Vollständige künstliche DNA-Strukturen für biologische Umgebungen
„Wir haben jetzt die fantastische Möglichkeit, DNA-Origamistrukturen einzusetzen, um die Form von GUVs so zu gestalten, dass sie die Bildung von Transportkanälen in ihren Membranen ermöglichen,“ sagt Prof. Stephan Nussberger, einer der Mitautoren der Arbeit. „Dabei ist es höchst spannend, dass der Funktionsmechanismus der DNA-Nanoroboter auf den GUVs jedoch keine direkte biologische Entsprechung in lebenden Zellen hat“, fügt Nussberger hinzu.
Die Arbeit wirft neue Fragen auf: Können synthetische Plattformen - wie DNA-Nanoroboter – womöglich auch mit einer geringeren Komplexität als ihre biologischen Gegenstücke entworfen werden, die dennoch in einer biologischen Umgebung funktionieren?
Krankheitsmechanismen verstehen und Therapien verbessern
Die Arbeit markiert einen bedeutenden Fortschritt in der Nanotechnologie.

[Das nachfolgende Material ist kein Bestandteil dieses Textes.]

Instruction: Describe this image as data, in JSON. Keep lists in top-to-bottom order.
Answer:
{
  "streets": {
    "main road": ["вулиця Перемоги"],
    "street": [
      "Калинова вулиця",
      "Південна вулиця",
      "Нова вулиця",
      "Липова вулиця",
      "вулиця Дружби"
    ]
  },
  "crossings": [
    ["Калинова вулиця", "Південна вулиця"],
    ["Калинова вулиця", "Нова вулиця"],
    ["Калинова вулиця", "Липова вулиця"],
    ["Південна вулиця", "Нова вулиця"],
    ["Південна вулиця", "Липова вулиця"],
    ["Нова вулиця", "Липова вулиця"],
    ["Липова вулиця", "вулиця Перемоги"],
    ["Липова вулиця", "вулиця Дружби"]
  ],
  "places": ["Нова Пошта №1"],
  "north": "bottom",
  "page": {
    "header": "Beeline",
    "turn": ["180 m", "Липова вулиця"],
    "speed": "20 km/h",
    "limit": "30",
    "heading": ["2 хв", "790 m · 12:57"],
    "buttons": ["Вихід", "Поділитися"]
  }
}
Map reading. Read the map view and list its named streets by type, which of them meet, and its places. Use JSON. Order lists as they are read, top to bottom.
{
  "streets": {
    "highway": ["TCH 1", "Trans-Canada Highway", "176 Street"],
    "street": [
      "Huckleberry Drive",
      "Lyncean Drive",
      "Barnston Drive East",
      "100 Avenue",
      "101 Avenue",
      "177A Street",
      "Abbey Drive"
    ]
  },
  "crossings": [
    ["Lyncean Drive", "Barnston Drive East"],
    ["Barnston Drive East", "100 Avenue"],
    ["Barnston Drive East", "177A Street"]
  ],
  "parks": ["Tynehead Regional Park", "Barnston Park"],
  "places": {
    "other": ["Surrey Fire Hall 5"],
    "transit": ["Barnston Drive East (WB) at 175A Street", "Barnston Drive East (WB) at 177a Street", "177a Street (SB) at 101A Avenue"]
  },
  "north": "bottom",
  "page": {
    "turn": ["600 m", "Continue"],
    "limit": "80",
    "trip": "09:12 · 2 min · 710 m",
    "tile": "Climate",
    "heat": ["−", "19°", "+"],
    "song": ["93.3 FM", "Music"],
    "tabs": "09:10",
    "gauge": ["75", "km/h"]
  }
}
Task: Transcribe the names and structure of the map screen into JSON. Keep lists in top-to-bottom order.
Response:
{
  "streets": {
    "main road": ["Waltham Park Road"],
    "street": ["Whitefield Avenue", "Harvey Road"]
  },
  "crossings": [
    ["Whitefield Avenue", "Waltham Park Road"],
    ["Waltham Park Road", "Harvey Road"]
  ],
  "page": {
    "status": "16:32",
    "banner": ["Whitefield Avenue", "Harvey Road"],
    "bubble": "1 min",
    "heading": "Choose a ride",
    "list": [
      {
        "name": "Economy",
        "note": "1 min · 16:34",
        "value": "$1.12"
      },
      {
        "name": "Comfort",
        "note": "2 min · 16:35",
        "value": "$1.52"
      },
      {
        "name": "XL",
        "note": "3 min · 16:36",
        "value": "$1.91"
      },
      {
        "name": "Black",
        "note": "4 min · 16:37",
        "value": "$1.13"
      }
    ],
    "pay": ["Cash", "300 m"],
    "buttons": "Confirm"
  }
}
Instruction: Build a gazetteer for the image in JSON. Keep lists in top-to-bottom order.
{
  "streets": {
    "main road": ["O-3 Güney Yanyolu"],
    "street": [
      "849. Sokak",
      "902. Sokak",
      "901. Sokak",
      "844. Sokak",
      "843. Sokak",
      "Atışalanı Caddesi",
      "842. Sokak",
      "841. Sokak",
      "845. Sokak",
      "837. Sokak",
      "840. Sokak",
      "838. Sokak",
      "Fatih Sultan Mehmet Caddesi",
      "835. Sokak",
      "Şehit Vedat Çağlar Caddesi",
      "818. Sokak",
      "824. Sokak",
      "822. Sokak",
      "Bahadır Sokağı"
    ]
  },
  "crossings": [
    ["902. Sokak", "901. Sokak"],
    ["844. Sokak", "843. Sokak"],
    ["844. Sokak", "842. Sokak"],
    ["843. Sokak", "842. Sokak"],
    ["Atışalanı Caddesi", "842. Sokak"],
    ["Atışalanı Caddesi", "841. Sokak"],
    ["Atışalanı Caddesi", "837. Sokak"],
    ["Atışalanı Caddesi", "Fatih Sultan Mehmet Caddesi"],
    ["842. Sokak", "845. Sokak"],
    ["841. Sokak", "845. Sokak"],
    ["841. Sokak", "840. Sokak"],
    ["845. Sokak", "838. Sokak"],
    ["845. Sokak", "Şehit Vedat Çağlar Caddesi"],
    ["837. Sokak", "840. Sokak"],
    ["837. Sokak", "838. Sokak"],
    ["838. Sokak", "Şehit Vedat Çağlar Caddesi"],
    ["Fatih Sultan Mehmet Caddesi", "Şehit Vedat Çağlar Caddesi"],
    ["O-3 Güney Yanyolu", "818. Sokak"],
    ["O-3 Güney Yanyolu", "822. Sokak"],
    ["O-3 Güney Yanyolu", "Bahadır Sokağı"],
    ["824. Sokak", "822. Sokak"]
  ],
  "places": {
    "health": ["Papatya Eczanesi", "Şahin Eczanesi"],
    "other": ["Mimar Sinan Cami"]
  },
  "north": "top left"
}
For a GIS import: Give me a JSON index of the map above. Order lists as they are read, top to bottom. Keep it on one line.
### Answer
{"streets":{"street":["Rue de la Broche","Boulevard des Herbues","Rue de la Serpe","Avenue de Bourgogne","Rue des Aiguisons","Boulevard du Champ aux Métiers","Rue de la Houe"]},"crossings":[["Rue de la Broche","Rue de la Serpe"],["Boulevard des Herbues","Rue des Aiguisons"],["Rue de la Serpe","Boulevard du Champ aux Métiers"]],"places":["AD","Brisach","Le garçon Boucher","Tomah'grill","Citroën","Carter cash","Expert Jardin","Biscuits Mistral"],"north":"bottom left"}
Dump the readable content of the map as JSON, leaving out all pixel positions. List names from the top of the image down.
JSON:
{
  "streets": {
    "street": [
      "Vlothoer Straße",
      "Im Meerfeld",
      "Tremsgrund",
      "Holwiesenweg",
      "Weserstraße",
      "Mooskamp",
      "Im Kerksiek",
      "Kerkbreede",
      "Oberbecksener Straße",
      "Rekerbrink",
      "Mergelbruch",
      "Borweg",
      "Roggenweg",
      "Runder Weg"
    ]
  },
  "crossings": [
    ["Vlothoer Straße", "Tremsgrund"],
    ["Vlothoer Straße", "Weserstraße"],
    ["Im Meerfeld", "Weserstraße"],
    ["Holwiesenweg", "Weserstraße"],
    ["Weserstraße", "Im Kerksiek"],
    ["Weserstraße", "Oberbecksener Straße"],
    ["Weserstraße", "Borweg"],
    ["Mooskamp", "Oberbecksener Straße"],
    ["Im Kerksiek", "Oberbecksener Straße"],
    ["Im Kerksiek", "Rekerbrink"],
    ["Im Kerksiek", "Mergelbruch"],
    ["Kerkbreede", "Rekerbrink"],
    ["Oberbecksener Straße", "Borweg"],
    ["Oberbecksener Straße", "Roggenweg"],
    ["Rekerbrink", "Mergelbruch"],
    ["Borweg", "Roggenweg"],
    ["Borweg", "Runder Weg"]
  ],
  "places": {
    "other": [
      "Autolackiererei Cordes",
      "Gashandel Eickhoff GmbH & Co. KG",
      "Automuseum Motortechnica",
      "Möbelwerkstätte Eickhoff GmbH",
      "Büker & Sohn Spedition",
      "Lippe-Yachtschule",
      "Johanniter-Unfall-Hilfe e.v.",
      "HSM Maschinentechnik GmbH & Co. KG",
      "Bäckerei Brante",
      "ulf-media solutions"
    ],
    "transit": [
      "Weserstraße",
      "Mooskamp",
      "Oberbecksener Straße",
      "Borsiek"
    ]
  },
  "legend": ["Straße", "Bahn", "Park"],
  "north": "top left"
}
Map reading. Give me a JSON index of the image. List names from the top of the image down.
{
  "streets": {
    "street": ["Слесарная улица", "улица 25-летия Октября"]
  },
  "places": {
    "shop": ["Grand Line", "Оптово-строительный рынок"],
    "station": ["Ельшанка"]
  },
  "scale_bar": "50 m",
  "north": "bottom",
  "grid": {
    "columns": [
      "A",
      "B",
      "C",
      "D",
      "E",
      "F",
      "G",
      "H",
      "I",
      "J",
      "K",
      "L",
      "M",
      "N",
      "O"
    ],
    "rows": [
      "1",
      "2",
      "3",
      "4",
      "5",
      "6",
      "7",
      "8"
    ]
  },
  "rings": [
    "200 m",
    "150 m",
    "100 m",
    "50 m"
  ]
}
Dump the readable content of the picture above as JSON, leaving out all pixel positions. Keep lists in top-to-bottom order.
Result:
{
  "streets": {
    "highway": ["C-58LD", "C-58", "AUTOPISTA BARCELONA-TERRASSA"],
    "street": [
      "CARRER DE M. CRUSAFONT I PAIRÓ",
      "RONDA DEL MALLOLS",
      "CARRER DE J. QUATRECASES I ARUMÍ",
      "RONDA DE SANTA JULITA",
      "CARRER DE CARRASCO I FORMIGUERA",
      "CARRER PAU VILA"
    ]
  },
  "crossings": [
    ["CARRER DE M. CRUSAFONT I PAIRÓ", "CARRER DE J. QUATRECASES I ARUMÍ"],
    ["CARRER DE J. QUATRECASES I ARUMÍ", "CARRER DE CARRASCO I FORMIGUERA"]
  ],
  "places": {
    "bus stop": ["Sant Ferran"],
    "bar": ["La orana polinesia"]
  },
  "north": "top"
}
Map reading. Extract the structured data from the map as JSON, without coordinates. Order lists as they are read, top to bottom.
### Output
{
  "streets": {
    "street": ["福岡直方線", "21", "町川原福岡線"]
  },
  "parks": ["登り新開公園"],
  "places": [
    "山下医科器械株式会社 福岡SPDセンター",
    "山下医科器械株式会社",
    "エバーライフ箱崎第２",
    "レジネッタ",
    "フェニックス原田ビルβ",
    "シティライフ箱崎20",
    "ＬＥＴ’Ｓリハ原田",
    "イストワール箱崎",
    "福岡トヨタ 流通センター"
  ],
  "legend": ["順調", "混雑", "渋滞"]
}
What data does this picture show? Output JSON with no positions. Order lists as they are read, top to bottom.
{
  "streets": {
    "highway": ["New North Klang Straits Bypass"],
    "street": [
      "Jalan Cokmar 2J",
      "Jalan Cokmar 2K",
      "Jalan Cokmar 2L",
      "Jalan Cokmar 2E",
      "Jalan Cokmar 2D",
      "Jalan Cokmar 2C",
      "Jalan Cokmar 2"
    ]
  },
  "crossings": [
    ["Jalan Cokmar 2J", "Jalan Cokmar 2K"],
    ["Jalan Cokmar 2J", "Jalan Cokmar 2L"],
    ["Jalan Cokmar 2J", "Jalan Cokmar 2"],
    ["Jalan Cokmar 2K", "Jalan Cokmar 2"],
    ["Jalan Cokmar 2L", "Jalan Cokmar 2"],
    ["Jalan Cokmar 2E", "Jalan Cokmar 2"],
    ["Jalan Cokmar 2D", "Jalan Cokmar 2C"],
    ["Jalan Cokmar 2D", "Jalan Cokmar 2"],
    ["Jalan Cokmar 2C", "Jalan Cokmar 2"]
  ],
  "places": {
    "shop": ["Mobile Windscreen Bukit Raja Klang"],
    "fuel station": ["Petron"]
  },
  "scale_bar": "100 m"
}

Es wurde ein System von membranständigen Kanälen entwickelt, das von DNA-Nanorobotern gesteuert wird und den effizienten Durchgang spezifischer Moleküle und Substanzen in die Zellen ermöglicht. Besonders bemerkenswert ist, dass diese Kanäle vergleichsweise groß sind und programmierbar gestaltet werden können, sodass sie sich bei Bedarf wieder schließen. Bei Anwendung auf lebende Zellen könnte das System den gezielten Transport von Proteinen oder Enzymen direkt an die Wirkorte einer Zelle ermöglichen. „Unser Ansatz eröffnet neue Möglichkeiten, das Verhalten lebender Zellen zu imitieren. Dieser Fortschritt könnte für künftige therapeutische Strategien entscheidend sein“, sagt Prof. Hao Yan, Mitautor dieser Arbeit.